> [Task objective] Return, from the listing below, each line where the word "Antena" appears.

○ ○ ○ ○ ○ ○ ○

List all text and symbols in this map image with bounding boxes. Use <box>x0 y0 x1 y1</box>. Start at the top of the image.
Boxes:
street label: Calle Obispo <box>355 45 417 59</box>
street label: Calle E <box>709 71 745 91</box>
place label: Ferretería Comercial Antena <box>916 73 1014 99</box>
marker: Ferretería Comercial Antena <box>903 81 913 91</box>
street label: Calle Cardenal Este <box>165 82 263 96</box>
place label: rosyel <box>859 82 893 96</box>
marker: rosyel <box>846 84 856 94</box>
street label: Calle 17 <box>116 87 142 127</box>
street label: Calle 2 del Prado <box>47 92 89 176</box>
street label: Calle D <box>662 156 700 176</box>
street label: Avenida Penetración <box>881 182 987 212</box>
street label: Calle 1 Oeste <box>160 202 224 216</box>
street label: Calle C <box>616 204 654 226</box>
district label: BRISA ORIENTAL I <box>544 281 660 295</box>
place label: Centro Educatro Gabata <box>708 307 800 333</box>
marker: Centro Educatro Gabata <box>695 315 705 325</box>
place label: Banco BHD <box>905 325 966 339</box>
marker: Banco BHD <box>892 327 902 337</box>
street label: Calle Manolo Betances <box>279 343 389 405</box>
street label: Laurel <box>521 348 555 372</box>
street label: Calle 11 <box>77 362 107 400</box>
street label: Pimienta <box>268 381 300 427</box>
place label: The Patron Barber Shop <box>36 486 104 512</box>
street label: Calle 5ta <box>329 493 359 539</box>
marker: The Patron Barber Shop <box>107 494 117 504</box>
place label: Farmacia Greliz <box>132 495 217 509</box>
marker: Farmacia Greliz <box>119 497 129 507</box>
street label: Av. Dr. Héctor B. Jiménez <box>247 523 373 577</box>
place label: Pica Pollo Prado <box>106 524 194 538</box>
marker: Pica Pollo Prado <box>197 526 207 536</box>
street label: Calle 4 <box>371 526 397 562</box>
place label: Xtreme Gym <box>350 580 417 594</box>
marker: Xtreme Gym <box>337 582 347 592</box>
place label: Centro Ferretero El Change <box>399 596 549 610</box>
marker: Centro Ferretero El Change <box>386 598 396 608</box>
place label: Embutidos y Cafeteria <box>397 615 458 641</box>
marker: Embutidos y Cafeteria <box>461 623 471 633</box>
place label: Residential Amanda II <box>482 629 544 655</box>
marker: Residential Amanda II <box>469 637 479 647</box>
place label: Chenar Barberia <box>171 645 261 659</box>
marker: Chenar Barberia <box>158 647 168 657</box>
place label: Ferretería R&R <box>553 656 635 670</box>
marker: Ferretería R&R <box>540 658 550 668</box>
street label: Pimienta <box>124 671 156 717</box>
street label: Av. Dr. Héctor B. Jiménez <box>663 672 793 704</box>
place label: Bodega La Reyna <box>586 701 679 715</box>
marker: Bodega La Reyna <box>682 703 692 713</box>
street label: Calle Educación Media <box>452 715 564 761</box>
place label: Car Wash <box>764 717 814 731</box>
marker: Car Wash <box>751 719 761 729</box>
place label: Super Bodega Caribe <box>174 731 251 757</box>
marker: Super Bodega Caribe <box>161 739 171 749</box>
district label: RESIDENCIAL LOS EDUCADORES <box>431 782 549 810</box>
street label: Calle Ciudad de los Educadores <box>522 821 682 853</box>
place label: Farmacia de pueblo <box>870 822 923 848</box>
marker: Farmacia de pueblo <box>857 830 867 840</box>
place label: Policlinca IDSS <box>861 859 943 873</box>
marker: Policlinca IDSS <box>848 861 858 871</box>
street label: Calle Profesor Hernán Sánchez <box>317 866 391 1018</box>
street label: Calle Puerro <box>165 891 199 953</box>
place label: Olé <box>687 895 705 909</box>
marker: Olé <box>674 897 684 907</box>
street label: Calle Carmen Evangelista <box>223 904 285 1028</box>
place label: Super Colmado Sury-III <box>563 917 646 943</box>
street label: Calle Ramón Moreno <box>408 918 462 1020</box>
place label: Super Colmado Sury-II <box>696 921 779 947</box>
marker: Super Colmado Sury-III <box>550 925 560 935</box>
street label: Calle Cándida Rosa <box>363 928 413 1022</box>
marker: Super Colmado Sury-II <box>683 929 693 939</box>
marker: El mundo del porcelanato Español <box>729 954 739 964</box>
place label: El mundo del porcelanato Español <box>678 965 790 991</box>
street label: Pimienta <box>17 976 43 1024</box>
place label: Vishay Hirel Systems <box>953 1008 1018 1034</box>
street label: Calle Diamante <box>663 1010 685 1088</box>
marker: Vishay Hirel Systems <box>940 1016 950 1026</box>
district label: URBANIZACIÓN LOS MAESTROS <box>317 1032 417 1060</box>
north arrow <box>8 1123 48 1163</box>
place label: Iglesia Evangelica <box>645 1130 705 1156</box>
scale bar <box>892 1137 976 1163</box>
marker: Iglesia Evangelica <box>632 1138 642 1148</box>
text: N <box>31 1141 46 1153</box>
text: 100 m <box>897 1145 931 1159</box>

○ ○ ○ ○ ○ ○ ○

> [Task response]
place label: Ferretería Comercial Antena <box>916 73 1014 99</box>
marker: Ferretería Comercial Antena <box>903 81 913 91</box>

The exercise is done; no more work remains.